I’m A Celebrity: How publishers can avoid cannibalisation
With a recurring event that produces newsworthy drama each day, such as I’m A Celebrity…Get Me Out Of Here, it’s easy to fall into a conflicting content trap.
For all you need to know on cannibalisation, read our complete guide…
Last weekend kicked off the enormously popular reality TV show ‘I’m A Celebrity…Get Me Out Of Here’. In the build up to this, publishers spewed out articles revealing this year’s contestants, and now that the program is underway even more are set to be published each day!
As these articles will be similarly themed, with similar keyword focuses, publishers will need to consider content confliction and how to avoid it. Conflicting content, or cannibalisation, can result in a site completely falling out of the SERPs and losing out on traffic.
I’m A Celebrity conflict
If we look at the Daily Mail’s performance on Pi’s Position Explorer Chart, for the search term ‘I’m a celebrity’, we see a whopping 10 pages returning.

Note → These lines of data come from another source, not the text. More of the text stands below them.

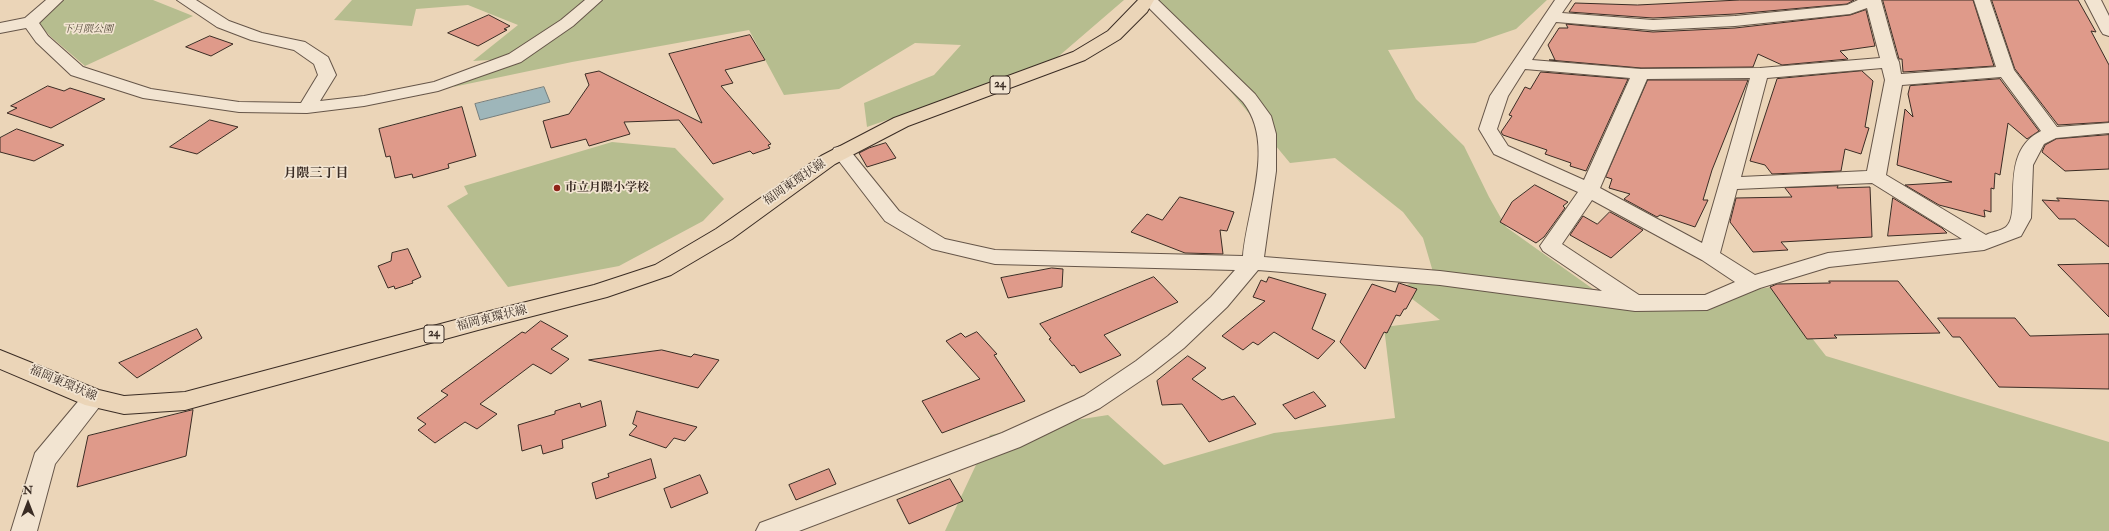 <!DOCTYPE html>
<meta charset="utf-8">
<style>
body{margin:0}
#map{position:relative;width:2109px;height:531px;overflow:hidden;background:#ebd5b8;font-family:"IM FELL Double Pica",serif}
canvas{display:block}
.north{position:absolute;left:8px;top:483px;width:40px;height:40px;-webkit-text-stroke:3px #f2e4d1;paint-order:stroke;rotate:0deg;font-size:11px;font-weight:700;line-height:16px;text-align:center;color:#3a2c24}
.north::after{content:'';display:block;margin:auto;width:14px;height:18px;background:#3a2c24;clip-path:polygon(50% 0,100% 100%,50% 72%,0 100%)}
</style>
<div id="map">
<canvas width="2109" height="531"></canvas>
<div class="north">N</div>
</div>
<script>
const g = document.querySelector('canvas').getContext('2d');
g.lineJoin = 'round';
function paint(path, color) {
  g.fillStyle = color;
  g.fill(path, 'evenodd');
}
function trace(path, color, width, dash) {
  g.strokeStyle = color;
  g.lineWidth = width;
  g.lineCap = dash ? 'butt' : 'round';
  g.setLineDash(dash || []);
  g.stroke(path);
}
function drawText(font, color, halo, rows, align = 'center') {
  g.font = font + ' "IM FELL Double Pica","Noto Serif JP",serif';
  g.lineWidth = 3.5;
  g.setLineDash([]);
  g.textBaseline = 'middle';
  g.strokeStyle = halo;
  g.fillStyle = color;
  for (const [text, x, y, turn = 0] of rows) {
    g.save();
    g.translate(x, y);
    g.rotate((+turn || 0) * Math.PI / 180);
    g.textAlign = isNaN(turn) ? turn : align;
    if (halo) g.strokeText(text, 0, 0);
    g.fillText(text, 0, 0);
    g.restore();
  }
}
paint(new Path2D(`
 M60 0H153L193 16 85 66 50 36 37 21Z
 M352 0H1124L1052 62 867 127 864 103 934 75 961 45 915 43 839 89 784 95 749 30 572 62 453 87 507 59 473 61 518 25 468 5 416 9 412 26 334 20Z
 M1155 0H1547L1516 29 1475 43 1388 50 1416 99 1464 146 1489 197 1506 227 1621 309 1772 287 1826 356 2109 442V531H945L990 435 1037 426 1108 415 1164 465 1274 433 1395 418 1384 327 1440 320 1399 289 1433 272 1423 238 1403 212 1335 158 1290 163Z
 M612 142 675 148 724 199 703 221 619 266 508 287 447 206 468 194 464 186Z`), '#b6bd8f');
const water = new Path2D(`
 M544 87 550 102 480 120 475 104Z`);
paint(water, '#9eb6ba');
trace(water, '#767f7e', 1);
const building = new Path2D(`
 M1740 0H1854L1847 4 1735 14 1653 18 1569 12 1575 3 1637 5Z
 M1883 0H1973L1994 66 1903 72 1902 59H1899L1897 52Z
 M1992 0H2078L2096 32 2091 31 2109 65V122L2058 125 2015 69Z
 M1866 10 1875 46 1840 51 1848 59 1782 65 1758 54 1753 67 1641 68 1549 60H1555L1548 45 1559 28H1568L1566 24 1653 32 1735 28 1850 15Z
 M489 15 510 26 504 29 507 30 478 46 448 33Z
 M750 35 765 60 725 70 733 83 721 86 771 144 768 145 770 148 753 154 750 151 713 164 679 120 624 122 630 134 589 146 586 139 551 148 543 121 569 114 589 85 585 74 599 71 702 123 669 54Z
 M210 36 233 44 211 56 186 47Z
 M1862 71 1873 81 1865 127 1869 128 1861 154 1845 149 1841 171 1772 174 1765 165 1750 161 1777 79Z
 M1541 72 1628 79 1586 171 1570 166 1571 163 1545 154 1547 150 1503 135 1501 132 1512 116 1509 115 1525 87 1530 89Z
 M2000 79 2039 131 2027 139 2008 123 2000 175 1995 173 1994 189 1991 188V212L1984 210 1985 217 1939 205 1905 185 1952 182 1897 165 1905 109 1913 117 1908 94 1910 86Z
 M1648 80H1748L1712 170 1703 200H1708L1695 227 1660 215 1657 217 1624 199 1630 194 1609 188 1612 179 1606 177Z
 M48 86 64 91 70 88 105 99 51 128 7 113 17 108 11 106Z
 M462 107 476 156 448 164 449 168 413 178 412 174 395 178 390 156 386 157 379 129Z
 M210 120 238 127 197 154 170 147Z
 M17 129 64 145 34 161 0 152V138Z
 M2109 135V169L2065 171 2042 152 2045 145 2056 139Z
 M886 143 896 158 867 167 859 153 869 148Z
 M1535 185 1568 202 1563 206 1565 208 1544 237 1536 243 1500 222 1512 202Z
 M1838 186 1837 188 1870 187 1872 237 1781 242 1788 250 1753 252 1730 222 1736 198 1792 197 1785 188Z
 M1180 197 1234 212 1227 231 1220 230 1223 254 1185 253 1131 232 1147 214 1162 220Z
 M1893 198 1942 228 1947 233 1888 236Z
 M2057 198 2109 201V247L2075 219H2059L2042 200 2059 201Z
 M1610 212 1643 230 1611 258 1570 235 1583 216 1597 224Z
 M408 249 421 277 412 281 413 283 395 289 394 286 388 288 378 266 391 261 392 253Z
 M2109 264V317L2058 265Z
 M1052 268 1063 269 1062 287 1008 298 1001 278Z
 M1154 277 1178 302 1104 335 1121 355 1080 373 1074 365 1072 366 1049 339 1051 338 1040 324Z
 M1269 277 1326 294 1312 329 1335 341 1318 359 1274 332 1258 345 1253 342 1243 350 1222 336 1265 301 1253 297 1261 280 1266 282Z
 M1829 281H1898L1940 333 1834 335 1837 338 1807 339 1770 287 1777 284 1830 283Z
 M1399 283 1417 289 1406 309H1404L1400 316 1396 315 1387 333 1384 332 1365 369 1340 342 1372 284 1395 292Z
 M1938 318H2015L2030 336 2109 334V389L1999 387 1960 337H1953Z
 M541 321 568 336 551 349 569 359 551 374 533 364 480 404 497 414 477 429 465 422 435 443 418 430 426 424 417 418 448 395 441 391 522 332 525 333Z
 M197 329 202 338 137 378 119 363Z
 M977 332 997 354 994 355 1025 401 942 433 922 401 980 379 946 341 961 333 965 337Z
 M662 350 691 357 694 354 719 360 698 388 589 360Z
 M1188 356 1206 368 1192 379 1222 400 1234 396 1256 424 1209 442 1182 404 1162 405 1157 381Z
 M1314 392 1326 406 1295 419 1283 405Z
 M601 401 606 426 562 440 563 448 543 454 541 445 522 451 518 425 555 414V411L580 403 581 407Z
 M193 410 186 456 77 487 88 436Z
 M637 411 655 416 697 427 685 441 674 438 666 448 629 435 637 426 633 424Z
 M651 459 656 478 596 499 592 483 609 477 608 474Z
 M829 469 836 484 796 500 789 485Z
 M700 475 708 493 671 508 664 489Z
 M950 479 963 501 909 524 897 500Z`);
paint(building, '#df9a8a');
trace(building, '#3a2c24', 1);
const minor = new Path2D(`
 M46 0H63L39 23 48 36 83 67 151 89 239 102 301 103 318 75 314 64 294 50 251 40 217 27 177 0H196L229 21 262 33 305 42 328 57 336 75 320 101 364 96 434 82 509 54 561 20 585 0H602L573 26 521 62 438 91 364 106 307 113 239 112 143 98 71 75 36 42 26 28 0 33V23L25 18Z
 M1141 0H1158L1255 94 1271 116 1276 134V171L1264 257 1440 271 1602 291 1543 251 1540 246 1578 192 1494 154 1479 129 1490 96 1555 0H1571L1562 13 1653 20 1735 16 1847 5 1858 0H1881L1897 58 1899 62 1901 74 1996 67 1974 0H1990L2014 70 2057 127 2109 123V133L2056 138 2044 144 2033 165 2031 218 2021 236 1984 250 1829 267 1760 288 1707 310 1635 311 1440 285 1258 270 1227 307 1184 348 1152 373 1100 408 1020 447 799 531H756L760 523 1002 433 1084 396 1136 361 1168 336 1211 297 1235 270 995 264 932 249 885 221 832 152 834 148 841 146 848 148 899 211 945 239 995 250 1243 256C1247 209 1276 143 1243 102ZM1867 8 1880 58 1760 68 1641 69 1532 60 1556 22 1653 30 1735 26 1850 14ZM1882 68 1885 80 1867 171 1741 177 1767 78ZM1525 69 1630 78 1584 180 1508 146 1497 129 1508 96ZM2001 77 2041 131C1997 153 2023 213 2006 227 2001 231 1991 232 1986 235L1886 175 1902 85ZM1750 78 1702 243 1600 188 1647 79ZM1872 183 1962 239 1828 253 1755 275 1720 253 1737 189ZM1592 200 1702 260 1735 282 1705 295H1639L1562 244Z
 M2085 0H2101L2109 16V36L2103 34 2101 31Z
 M94 389 102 392 106 398 55 464 37 531H11L35 453 86 392Z`);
const major = new Path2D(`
 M1138 0H1154L1147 12 1120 39 1085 60 908 126 835 164 732 239 671 275 607 297 478 330 185 410 124 414 85 405 0 369V350L99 390 124 396 185 392 478 314 594 285 655 265 716 229 821 156 894 118 1073 52 1108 31Z`);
trace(minor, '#665649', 2);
trace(major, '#3a2c24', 2);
paint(minor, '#f2e4d1');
paint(major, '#ebd5b8');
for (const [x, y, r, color] of [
 [557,188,4,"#8f2418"]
]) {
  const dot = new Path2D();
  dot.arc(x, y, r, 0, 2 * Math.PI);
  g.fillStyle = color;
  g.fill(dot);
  trace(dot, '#f2e4d1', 1.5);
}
drawText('italic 10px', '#534939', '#f2e4d1', [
 ["下月隈公園",88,30]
]);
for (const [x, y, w] of [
 [1000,85,20],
 [434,334,20]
]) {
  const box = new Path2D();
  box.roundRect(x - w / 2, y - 9, w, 18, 3);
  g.fillStyle = '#f2e4d1';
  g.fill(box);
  trace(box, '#3a2c24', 1);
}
drawText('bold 11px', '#3a2c24', null, [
 ["24",1000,85],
 ["24",434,334]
]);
drawText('12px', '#3a2c24', '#f2e4d1', [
 ["福岡東環状線",795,183,-34],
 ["福岡東環状線",492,319,-14],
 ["福岡東環状線",63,384,23]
]);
drawText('bold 12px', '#3a2c24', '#f2e4d1', [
 ["市立月隈小学校",565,188]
], 'left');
drawText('bold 13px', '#3a2c24', '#f2e4d1', [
 ["月隈三丁目",316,174]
]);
</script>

Dailymail.co.uk daily positions for term ‘I’m a celebrity’
On this chart, each letter represents a different returning URL for the search term ‘I’m a celebrity’. We can see that having so many pages optimised for this term is confusing Google, and is resulting in the Daily Mail’s inability to maintain their position in the SERPs, as different content is served each day.

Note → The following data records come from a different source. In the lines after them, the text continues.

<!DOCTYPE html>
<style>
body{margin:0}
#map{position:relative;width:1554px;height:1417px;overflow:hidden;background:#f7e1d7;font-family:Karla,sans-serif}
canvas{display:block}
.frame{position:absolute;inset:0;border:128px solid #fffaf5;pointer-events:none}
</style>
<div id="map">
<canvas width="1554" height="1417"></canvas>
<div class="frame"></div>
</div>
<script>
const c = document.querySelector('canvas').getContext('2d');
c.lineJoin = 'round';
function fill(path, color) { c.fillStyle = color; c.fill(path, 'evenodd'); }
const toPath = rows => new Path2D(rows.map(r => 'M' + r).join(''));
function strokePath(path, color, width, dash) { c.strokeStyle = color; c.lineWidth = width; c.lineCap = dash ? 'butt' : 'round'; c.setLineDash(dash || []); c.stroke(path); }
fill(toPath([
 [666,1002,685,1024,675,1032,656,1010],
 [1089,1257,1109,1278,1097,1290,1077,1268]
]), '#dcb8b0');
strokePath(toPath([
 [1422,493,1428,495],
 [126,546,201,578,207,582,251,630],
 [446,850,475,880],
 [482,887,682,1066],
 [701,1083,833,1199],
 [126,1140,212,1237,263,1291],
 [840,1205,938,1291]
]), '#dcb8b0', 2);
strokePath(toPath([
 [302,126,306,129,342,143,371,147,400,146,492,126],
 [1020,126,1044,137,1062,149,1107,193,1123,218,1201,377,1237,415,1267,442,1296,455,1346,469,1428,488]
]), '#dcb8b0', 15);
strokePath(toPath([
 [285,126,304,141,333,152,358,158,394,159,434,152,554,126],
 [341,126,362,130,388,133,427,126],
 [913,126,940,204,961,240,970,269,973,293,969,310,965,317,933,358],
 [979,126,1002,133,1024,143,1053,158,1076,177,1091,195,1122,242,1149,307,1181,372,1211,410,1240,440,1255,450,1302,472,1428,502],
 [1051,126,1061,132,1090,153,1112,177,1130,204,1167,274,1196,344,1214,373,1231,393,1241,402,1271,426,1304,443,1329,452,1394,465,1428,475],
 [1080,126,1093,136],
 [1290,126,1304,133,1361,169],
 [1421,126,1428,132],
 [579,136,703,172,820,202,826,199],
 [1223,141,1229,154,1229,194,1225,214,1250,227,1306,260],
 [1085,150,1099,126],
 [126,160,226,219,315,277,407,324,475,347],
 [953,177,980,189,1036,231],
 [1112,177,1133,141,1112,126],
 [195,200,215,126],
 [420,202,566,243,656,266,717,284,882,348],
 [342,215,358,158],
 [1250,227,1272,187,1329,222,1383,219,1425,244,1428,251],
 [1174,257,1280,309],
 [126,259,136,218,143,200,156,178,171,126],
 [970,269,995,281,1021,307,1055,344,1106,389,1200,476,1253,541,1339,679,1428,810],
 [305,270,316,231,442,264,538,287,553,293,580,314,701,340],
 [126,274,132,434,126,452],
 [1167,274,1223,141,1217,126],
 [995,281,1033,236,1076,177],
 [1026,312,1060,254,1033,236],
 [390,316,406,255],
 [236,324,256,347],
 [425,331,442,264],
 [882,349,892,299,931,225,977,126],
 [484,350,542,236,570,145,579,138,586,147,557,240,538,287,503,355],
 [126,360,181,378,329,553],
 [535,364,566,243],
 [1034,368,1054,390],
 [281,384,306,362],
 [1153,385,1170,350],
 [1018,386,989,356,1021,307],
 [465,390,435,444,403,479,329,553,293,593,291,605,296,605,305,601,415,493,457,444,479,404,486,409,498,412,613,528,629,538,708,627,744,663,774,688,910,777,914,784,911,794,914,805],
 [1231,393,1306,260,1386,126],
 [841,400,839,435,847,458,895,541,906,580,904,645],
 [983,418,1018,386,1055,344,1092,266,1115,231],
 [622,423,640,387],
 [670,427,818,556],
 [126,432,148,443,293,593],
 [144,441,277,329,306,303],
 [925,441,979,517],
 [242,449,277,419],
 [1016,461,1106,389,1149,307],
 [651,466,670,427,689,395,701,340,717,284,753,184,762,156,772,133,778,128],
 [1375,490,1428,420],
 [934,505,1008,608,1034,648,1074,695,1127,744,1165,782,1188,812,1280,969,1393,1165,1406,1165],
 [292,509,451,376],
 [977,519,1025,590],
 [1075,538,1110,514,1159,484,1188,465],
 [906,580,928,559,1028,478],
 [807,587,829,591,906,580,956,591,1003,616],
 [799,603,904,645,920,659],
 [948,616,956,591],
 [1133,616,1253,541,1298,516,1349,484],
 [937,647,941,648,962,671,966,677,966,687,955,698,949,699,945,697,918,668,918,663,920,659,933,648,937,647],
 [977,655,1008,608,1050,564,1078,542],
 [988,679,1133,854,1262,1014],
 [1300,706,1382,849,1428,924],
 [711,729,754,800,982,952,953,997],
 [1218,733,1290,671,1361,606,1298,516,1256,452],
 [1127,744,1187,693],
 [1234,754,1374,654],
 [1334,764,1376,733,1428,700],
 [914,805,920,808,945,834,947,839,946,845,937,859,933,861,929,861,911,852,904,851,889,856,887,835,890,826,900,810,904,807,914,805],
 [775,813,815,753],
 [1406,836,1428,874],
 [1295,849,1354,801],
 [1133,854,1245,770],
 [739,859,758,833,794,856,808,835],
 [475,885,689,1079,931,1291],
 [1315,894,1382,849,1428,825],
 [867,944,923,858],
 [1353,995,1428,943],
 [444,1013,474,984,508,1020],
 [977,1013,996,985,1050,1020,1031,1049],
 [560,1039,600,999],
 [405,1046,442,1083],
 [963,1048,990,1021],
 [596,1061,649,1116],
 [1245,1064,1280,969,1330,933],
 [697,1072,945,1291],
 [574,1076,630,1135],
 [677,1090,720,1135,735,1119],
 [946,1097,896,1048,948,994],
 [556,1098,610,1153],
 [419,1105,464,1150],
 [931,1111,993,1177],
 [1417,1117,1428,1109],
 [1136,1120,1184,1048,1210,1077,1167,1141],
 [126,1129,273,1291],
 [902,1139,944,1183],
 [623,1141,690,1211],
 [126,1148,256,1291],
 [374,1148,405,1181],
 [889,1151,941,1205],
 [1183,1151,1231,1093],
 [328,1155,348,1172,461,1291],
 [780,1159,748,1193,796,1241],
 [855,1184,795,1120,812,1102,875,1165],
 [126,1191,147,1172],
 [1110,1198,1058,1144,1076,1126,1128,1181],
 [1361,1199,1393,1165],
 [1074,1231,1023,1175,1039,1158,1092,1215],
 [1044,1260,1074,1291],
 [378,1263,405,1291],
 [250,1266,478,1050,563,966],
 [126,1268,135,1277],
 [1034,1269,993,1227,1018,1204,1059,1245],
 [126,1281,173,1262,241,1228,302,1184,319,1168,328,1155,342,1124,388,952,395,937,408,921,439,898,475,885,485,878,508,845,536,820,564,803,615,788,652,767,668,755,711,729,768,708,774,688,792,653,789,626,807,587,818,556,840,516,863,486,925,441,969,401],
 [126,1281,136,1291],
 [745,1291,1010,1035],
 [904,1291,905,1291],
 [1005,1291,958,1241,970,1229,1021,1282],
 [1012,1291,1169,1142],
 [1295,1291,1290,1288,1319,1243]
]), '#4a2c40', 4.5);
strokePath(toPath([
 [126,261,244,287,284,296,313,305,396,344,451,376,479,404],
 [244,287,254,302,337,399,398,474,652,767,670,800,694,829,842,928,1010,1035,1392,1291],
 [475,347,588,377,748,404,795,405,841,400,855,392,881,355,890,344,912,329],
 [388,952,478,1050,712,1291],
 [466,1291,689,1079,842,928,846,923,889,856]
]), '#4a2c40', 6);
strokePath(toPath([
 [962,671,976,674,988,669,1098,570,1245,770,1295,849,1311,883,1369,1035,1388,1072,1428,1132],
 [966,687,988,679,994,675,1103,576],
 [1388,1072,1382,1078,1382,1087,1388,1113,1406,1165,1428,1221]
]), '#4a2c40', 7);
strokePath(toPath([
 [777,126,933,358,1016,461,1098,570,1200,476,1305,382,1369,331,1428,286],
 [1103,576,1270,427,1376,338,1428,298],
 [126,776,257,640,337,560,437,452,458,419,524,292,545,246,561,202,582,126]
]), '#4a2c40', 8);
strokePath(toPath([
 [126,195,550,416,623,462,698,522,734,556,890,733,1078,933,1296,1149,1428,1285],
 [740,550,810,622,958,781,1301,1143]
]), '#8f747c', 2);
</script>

In contrast to this, Heat World’s site has only one URL returning for the same term:
Heatworld.com daily positions for the term ‘I’m a celebrity’
Heat World’s performance has stayed relatively flat over the last 10 days. Google has no trouble knowing which page to serve, so Heat World has consistent visibility.
How can publishers avoid cannibalisation?
What’s Heat World doing right? The returning URL above is being used as their main landing page, which all its jungle news links back to, via the keywords that they want to rank for.
Championing and optimising this one page helps Google understand which is the correct ‘Gateway’ into their site. Therefore Google knows what content to serve and Heat World doesn’t drop out of the SERPs.